There are other hints that Obvious Child will find a broader audience, too: titans of film comedy, like Edgar Wright and Judd Apatow, are enthusiastically endorsing it to their armies of followers, who are precisely the people who could take it mainstream. (I’d like to see one of them put his money where his mouth is and back Gillian Robespierre’s next movie.) It also seems inevitable that Obvious Child will pop up on demand and stream on Netflix, attracting unlikely new fans along the way. The film has only been out for a week; it’s got a long life ahead of it, one that I imagine will only get bigger when it’s available for anyone to watch at home.

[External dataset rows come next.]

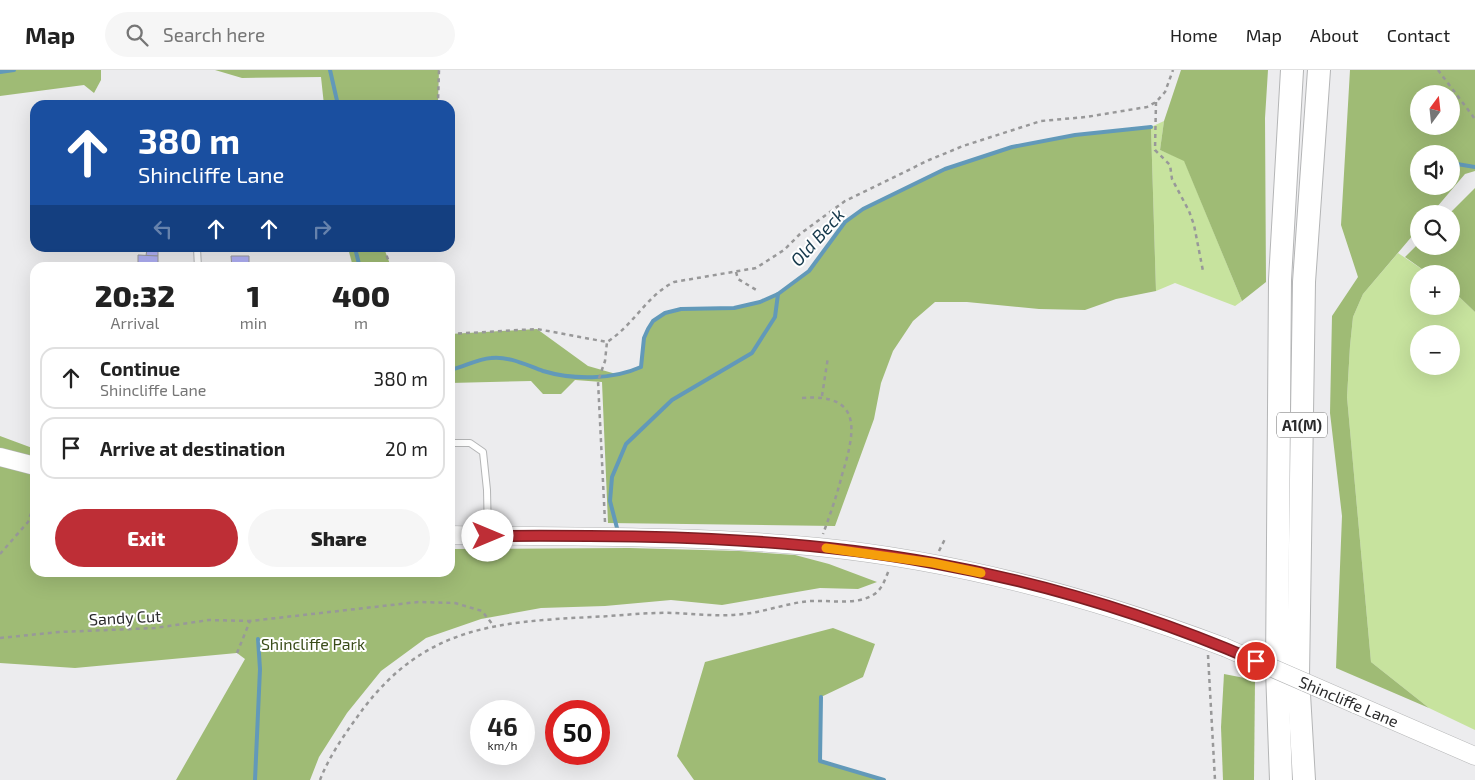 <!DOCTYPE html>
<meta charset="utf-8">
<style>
:root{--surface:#fff;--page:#f6f6f6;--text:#222;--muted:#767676;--line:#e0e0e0;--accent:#be2e36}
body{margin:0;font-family:"Exo 2",sans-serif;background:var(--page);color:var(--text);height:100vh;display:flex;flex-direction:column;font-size:19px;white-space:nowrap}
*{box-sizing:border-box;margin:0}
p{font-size:16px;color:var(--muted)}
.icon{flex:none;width:28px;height:28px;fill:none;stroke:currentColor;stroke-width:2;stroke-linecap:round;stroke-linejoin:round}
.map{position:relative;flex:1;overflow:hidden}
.side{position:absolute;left:30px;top:192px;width:425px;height:315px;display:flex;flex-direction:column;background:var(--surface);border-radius:15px;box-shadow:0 5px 20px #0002}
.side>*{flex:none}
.guide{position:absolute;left:30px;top:30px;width:425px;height:152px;border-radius:15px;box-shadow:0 5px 20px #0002;background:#1a4fa0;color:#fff;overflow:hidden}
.needle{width:32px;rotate:15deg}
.tools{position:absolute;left:1410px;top:15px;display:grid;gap:10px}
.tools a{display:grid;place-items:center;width:50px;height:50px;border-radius:50%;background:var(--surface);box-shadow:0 5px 20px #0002;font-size:25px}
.speed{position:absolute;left:470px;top:630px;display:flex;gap:10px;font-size:25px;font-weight:700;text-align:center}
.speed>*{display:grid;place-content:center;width:65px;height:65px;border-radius:50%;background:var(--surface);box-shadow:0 5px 20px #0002;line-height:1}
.speed small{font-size:12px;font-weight:400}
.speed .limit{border:8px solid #d22;background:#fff;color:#111}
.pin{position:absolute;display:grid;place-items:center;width:42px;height:42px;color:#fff;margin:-21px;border:2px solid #fff;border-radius:50%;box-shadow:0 1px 5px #0007}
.me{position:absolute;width:55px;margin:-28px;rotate:90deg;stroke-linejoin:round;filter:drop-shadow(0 0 4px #0008)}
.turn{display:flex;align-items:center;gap:18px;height:105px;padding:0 25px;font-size:22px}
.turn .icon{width:65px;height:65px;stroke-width:2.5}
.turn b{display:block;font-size:35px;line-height:42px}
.lanes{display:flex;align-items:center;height:48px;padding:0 25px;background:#0003;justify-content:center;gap:25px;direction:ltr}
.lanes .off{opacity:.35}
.eta{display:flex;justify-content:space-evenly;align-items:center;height:85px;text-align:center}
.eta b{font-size:30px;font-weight:800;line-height:35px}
.cta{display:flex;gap:10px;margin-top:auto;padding:10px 25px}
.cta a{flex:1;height:58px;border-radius:30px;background:var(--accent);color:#fff;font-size:20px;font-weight:800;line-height:58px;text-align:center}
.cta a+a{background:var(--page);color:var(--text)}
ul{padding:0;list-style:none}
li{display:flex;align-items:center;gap:15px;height:62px;margin:0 10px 8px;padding:0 15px;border:2px solid var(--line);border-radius:15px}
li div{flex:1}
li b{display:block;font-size:19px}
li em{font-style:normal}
header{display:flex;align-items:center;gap:30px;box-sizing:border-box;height:70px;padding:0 25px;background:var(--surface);border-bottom:1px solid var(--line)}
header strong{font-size:24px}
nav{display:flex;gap:28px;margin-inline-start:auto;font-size:18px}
.search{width:350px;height:45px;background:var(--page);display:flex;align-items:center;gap:12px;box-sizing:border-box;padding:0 18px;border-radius:28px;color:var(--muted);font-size:19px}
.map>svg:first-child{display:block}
.green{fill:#c7e39e;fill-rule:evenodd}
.forest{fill:#9fbb75;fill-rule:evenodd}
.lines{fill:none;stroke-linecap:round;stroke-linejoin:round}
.stream{stroke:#6299b9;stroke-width:4}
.building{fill:#b0b0f6;stroke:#9a9a9b}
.lane-casing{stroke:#b4b5b6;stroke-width:8}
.secondary-casing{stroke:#b4b5b6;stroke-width:19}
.highway-casing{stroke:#b4b5b6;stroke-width:24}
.path{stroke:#989899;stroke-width:2.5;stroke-dasharray:4 4;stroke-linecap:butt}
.lane{stroke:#fff;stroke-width:6}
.secondary{stroke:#fff;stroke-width:18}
.highway{stroke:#fff;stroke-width:22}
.secondary-bridge-casing{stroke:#b4b5b6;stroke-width:19;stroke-linecap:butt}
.secondary-bridge{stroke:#fff;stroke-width:18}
.route-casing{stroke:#7c1e23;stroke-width:12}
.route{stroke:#be2e36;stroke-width:9}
.slow{stroke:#f59e0b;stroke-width:9}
.labels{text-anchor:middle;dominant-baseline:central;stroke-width:4;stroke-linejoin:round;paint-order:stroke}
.shield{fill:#fff;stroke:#6b6b6b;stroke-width:1}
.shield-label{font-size:15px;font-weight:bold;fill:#2b2b2c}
.street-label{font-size:16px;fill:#2b2b2c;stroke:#fff}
.park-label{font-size:16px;fill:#3a4c19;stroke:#fff}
.water-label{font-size:18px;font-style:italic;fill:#173a4d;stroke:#fff}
</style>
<header>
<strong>Map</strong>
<div class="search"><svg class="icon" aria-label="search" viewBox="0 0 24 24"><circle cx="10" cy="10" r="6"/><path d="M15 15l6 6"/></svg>Search here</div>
<nav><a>Home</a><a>Map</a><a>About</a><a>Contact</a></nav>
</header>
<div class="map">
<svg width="1475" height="710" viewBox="0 0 1475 710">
<rect width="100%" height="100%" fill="#ececee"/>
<!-- green -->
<g class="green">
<polygon points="1164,51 1160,80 1184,90 1242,231 1235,236 1175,213 1156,221 1151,57"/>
<path d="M1398 183 1429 204H1419V236H1451V219L1475 242V660L1429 638 1371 592 1347 327 1350 276 1353 247 1363 224ZM1419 264H1451V296H1419Z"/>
</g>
<!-- forest -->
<g class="forest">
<polygon points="0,0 101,0 101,10 94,23 84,15 0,26"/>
<polygon points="215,0 439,0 438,32 435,35 324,35 321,7 242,8"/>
<polygon points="1181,0 1268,0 1265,48 1266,212 1242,231 1184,91 1160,80 1164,51"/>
<path d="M1350 0H1475V101L1465 104 1431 144H1419V158L1363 224 1353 247 1350 276 1347 327 1371 592 1429 638 1336 598 1342 446 1330 343 1332 246 1358 207 1341 155ZM1419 24H1451V56H1419ZM1419 84H1451V116H1419Z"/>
<polygon points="1151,57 1156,221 1116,229 1085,240 1039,239 967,232 935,232 913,251 893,281 881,313 874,349 835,456 608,453 602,312 575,310 561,324 543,324 531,311 450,313 450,264 537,259 588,296 616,304 641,297 644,268 648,259 653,251 665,243 681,239 734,238 760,232 777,224 809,201 845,152 863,139 945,99 1012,77 1075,65"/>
<polygon points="1475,118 1475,242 1451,219 1451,204 1429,204 1405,187 1419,173 1419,176 1451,176 1451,144 1449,144"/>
<polygon points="348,178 384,178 391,197 353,197"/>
<polygon points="0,366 35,379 35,502 450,502 450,479 629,478 739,481 795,485 829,494 877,512 858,519 820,518 722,535 671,530 605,536 541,538 481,549 426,568 381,601 347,643 319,687 310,710 176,710 245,589 237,583 75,598 0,593"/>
<polygon points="833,558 875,574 863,607 821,627 820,691 884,710 694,710 677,686 705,592"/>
<polygon points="1224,604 1255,610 1254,710 1223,710 1221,657"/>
</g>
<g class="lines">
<!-- stream -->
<g class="stream">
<polyline points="330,0 338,35"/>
<polyline points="0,2 14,0"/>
<polyline points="1451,93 1475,97"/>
<polyline points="355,178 360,198"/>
<path d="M450 300C464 297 477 289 491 288 509 286 526 295 543 301 573 310 612 310 641 297L644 268 648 259 653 251 665 243 681 239 734 238 760 232 778 224 809 201 845 152 863 139 945 99 1012 77 1075 65 1151 57"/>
<polyline points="617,458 610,431 612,407 626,374 672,330 752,283 775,247 778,224"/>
<polyline points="821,627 820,691 884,710"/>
<polyline points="255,710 260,599 258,569"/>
</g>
</g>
<!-- building -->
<g class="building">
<polygon points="147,178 158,178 158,186 146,186"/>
<polygon points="138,185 158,186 158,198 138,198"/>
<polygon points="231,186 249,186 249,198 232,198"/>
</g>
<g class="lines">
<defs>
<g id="lane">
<polyline points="197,178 198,198"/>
<polyline points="450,373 470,373 483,382 487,420 488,465"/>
</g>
<g id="secondary">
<polyline points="0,387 35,396"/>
<path d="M450 465C573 467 695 465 818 477 958 491 1092 527 1224 577"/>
<polyline points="1355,634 1475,686"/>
</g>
<g id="highway">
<polyline points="1281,710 1277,600 1280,210 1292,0"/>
<polyline points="1304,710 1298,607 1304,212 1319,0"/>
</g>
</defs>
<!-- lane casing -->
<use href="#lane" class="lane-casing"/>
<!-- secondary casing -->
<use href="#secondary" class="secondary-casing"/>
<!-- highway casing -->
<use href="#highway" class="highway-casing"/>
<!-- path -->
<g class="path">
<polyline points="1438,0 1475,49"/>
<polyline points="1156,32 1155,80 1170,95 1172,109 1189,141 1194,155 1203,201"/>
<polyline points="435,35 438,32 439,0"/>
<polyline points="384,178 391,198"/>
<polyline points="736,202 738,209 758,221"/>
<path d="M450 264 537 259 607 272C634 255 646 226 674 212L756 198 784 180 800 164 845 131 929 90 963 76 1041 51 1086 47 1147 37 1156 32 1165 22 1173 0"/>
<polyline points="822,326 828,287"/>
<path d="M802 328C864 323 855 362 842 405 837 425 830 445 823 464"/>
<polyline points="605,452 598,311 605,291 607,272"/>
<polyline points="939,481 945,469"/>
<polyline points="0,484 28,452 35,432"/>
<polyline points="0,568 59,562 155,558 209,550 250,551"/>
<polyline points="237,583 250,551 418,532 455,533 482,541 493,555"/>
<polyline points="1208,585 1215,710"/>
<path d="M320 710C330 684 347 661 363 639 425 557 496 552 591 547 619 546 647 542 675 543 697 544 720 547 743 544 763 542 782 535 802 532 824 528 853 537 873 525 882 520 885 509 889 500"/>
</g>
<!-- lane -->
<use href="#lane" class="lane"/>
<!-- secondary -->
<use href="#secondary" class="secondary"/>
<!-- highway -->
<use href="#highway" class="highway"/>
<defs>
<polyline id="secondary-bridge" points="1224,577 1355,634"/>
</defs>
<!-- secondary-bridge casing -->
<use href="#secondary-bridge" class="secondary-bridge-casing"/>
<!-- secondary-bridge -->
<use href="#secondary-bridge" class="secondary-bridge"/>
</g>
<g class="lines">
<defs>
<path id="route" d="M488 466C636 465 787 466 933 493 1044 513 1152 546 1256 591"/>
</defs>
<!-- route casing -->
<use href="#route" class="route-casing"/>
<!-- route -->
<use href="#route" class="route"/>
<!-- slow -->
<polyline class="slow" points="826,478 933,493 981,503"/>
</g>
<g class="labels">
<!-- shield labels -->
<rect class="shield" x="1277" y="342.5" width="50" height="25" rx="4"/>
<g class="shield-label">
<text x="1302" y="355">A1(M)</text>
</g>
<!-- street labels -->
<g class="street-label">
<text transform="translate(125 547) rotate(-3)">Sandy Cut</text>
<text transform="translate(1349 631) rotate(23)">Shincliffe Lane</text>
</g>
<!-- park labels -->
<g class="park-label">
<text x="313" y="573">Shincliffe Park</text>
</g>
<!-- water labels -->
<g class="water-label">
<text transform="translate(817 167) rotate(-48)">Old Beck</text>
</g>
</g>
</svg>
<div class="tools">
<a><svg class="needle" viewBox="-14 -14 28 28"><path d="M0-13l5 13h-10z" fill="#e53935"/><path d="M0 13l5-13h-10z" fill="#767676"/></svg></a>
<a><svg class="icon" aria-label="sound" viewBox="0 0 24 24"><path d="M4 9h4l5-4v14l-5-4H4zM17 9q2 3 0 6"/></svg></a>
<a><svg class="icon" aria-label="search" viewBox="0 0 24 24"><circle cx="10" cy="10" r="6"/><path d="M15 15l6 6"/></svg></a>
<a>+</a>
<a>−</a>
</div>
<div class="speed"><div>46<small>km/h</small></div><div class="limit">50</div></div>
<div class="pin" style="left:1256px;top:591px;background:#d93025"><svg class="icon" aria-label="arrive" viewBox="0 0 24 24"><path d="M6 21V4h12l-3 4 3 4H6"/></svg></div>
<svg class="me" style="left:488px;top:466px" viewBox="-20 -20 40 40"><circle r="19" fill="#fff"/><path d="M0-13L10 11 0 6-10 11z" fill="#be2e36"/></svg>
<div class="guide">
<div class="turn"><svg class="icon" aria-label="ahead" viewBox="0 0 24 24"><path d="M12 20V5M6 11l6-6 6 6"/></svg><div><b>380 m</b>Shincliffe Lane</div></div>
<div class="lanes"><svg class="icon off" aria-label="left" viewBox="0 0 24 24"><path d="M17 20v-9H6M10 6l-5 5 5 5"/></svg><svg class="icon" aria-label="ahead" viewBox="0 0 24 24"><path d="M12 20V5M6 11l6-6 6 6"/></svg><svg class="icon" aria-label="ahead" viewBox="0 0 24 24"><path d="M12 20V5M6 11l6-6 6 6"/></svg><svg class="icon off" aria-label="right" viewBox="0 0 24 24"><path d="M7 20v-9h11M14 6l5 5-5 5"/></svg></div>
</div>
<section class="side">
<div class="eta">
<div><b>20:32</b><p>Arrival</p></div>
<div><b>1</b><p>min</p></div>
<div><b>400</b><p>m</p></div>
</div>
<ul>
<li><svg class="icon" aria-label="ahead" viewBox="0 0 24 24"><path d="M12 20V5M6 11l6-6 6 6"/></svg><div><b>Continue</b><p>Shincliffe Lane</p></div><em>380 m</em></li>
<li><svg class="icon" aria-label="arrive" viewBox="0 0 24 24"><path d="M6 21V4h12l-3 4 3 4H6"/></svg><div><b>Arrive at destination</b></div><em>20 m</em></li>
</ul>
<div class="cta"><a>Exit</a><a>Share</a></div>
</section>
</div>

I’m not sure I believe it’s possible for a single movie to effect large-scale political change, and even if it were, Obvious Child isn’t going to be that movie. But I think it has the potential to change individual minds, to make people understand that there are good women who have abortions for good reasons. If Obvious Child starts a trend — if we don’t have to wait another three decades for the next film like it — it could be the best thing to happen to the pro-choice movement in years.